First, why does a decision by a Massachusetts court present a national problem? Thats due to the Full Faith and Credit Clause of the US Constitution, which requires all states to recognize the official acts of other states. And a marriage certificate from one state is clearly represents an official act, when that couple travels to another state.Question: Are states truly required to accept marriages that conflict with their own laws?
To put the question another way, let's use an example other than marriage. Say two people in Tennessee sign a contract of a kind that's illegal in Massachusetts (I don't know, maybe a yellow-dog contract or something). If they move to Massachusetts, would Massachusetts be obliged to enforce this contract?
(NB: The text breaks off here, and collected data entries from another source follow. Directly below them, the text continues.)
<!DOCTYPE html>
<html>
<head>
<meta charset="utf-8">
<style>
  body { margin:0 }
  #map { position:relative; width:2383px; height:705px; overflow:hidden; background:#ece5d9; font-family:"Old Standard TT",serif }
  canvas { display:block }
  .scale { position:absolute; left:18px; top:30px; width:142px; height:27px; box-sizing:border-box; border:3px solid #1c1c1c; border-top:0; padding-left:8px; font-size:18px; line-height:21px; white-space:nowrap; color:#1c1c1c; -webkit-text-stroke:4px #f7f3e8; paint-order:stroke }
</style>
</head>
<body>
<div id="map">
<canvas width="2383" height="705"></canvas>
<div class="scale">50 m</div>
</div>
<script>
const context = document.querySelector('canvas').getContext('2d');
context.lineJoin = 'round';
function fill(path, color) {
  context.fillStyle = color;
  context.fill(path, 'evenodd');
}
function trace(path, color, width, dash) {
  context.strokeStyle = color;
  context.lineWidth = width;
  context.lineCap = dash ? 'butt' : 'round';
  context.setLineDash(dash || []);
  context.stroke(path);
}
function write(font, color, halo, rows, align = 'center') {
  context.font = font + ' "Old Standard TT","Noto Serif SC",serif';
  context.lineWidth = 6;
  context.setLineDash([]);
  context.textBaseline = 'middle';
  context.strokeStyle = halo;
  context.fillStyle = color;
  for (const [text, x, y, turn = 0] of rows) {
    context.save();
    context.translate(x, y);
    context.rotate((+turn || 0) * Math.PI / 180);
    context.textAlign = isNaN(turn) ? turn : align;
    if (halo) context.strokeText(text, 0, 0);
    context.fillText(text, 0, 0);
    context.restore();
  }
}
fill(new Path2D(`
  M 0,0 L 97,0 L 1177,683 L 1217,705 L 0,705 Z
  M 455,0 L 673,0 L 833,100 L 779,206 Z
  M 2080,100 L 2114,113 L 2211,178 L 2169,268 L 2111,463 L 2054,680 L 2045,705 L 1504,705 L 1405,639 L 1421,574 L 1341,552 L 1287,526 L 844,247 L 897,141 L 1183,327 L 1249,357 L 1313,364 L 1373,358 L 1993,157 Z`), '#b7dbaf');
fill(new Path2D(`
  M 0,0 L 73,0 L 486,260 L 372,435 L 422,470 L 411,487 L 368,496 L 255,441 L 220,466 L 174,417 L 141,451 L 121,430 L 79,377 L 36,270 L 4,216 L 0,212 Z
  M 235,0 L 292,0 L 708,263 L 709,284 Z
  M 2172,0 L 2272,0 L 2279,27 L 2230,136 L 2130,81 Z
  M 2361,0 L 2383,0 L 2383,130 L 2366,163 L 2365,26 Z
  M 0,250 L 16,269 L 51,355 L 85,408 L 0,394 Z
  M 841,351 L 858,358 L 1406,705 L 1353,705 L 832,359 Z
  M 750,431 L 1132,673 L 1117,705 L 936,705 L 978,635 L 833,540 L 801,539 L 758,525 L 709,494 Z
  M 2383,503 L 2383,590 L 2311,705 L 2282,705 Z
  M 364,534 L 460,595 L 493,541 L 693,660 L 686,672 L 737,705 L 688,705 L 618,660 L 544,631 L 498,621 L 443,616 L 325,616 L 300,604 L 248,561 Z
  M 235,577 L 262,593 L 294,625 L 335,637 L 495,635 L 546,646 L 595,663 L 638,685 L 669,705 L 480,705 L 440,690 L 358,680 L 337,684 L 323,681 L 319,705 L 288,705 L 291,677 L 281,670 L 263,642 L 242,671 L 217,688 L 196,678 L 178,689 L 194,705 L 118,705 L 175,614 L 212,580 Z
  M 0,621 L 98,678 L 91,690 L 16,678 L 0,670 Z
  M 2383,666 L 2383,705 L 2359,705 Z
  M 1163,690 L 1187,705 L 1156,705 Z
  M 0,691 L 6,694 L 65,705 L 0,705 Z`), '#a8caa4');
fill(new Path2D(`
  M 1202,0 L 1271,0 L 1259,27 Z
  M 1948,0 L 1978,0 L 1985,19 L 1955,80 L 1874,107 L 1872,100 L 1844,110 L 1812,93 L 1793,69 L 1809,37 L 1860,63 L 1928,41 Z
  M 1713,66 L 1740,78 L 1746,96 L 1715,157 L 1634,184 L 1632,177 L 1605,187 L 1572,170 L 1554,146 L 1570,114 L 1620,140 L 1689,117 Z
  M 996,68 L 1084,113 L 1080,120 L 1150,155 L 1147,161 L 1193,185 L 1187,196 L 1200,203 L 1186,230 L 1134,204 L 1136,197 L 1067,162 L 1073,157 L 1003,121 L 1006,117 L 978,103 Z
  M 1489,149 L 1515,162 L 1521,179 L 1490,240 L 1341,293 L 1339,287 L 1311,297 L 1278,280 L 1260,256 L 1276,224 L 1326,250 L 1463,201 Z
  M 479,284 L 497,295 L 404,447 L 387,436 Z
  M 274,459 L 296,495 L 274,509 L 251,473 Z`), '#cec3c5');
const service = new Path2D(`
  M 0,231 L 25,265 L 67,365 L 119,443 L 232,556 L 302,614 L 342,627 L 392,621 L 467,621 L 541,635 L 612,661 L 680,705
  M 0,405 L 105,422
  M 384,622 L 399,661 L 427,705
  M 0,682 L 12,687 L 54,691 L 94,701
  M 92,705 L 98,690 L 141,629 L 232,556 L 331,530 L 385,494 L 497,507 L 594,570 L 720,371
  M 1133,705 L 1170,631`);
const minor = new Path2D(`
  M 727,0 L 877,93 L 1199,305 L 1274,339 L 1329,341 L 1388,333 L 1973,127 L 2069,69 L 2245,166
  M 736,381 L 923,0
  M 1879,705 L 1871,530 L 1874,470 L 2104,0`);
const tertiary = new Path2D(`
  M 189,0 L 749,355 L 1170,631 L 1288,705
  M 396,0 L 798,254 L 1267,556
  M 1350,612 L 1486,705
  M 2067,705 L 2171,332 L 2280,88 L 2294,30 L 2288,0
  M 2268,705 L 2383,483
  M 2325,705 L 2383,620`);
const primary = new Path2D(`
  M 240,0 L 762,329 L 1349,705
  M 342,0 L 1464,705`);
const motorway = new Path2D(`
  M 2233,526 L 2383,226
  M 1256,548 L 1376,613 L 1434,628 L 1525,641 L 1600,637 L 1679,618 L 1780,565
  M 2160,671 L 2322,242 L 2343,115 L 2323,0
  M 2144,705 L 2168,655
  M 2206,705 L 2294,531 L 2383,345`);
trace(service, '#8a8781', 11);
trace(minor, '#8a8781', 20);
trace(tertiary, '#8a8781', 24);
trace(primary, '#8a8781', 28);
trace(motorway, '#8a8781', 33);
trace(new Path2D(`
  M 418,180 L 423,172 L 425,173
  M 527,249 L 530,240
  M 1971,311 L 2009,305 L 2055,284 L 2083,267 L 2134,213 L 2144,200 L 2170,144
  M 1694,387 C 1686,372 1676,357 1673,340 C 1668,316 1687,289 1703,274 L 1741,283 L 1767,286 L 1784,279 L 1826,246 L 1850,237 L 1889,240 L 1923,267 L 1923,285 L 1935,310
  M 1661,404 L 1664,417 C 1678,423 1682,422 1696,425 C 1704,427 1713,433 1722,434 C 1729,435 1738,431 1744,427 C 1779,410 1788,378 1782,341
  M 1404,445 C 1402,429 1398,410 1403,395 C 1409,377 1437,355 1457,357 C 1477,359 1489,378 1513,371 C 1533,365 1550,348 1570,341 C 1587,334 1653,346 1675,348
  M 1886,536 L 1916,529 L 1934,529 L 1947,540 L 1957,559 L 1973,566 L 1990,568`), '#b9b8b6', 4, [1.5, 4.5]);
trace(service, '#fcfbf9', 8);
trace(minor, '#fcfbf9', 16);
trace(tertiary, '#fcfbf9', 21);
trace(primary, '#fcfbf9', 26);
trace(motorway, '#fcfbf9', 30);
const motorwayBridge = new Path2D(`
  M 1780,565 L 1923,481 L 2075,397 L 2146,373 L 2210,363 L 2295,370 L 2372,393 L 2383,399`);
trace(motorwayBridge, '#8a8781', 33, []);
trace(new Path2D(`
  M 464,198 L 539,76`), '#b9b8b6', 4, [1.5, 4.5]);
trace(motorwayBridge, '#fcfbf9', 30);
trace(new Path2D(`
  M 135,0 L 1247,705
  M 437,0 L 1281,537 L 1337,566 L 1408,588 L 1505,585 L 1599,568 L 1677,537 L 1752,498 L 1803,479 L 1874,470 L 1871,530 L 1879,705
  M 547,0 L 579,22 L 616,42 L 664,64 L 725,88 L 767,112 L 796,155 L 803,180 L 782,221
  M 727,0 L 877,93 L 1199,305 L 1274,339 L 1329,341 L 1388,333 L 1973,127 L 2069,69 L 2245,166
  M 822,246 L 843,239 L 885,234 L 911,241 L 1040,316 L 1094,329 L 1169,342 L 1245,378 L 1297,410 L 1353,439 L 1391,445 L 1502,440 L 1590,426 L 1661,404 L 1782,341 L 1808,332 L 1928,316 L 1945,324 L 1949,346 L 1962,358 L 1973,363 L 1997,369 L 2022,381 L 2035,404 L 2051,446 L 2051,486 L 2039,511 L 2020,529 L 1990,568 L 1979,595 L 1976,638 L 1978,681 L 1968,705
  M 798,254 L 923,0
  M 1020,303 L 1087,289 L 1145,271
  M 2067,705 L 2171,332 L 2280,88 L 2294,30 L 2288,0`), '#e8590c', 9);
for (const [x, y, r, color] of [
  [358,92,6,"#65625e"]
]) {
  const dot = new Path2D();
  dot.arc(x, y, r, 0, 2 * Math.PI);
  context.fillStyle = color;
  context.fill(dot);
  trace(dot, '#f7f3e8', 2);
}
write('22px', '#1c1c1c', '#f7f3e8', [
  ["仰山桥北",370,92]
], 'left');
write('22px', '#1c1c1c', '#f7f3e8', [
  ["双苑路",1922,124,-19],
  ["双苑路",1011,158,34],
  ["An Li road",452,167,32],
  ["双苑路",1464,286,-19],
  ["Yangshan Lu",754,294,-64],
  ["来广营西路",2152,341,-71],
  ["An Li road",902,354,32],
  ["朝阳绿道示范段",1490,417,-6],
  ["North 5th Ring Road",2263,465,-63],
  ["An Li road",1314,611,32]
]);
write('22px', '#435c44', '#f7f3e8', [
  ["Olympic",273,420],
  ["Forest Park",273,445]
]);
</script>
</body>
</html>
There is a grey area in FF&C and I'll give two examples, one from contracts and the other from marital law. 1. A gambling establishment in a state where gamblig is legal, got a judgment there against a customer who had gotten credit to gamble, lost the money, not paid, and returned to his home state. Casino got a judgment, and then went to the gambler's home state to collect on the judgment, a state where gambling as illegal. Held: on public policy grounds the home state did not have to allow enforcement of that judgment. (Old case, I believe the casinos in Las Vegas have found a way around this result, in recent decades.
2. A couple who are first cousins marry in a state where that is permitted. Then they move to a state which forbids first cousins from marrying. Must that marriage be recognized as valid in the second state? Held: since the marriage was valid where entered into, it remains valid in the second state. This is the case on which the proponents of homosexual marriage will hang their hats as they fan out from Massachusetts.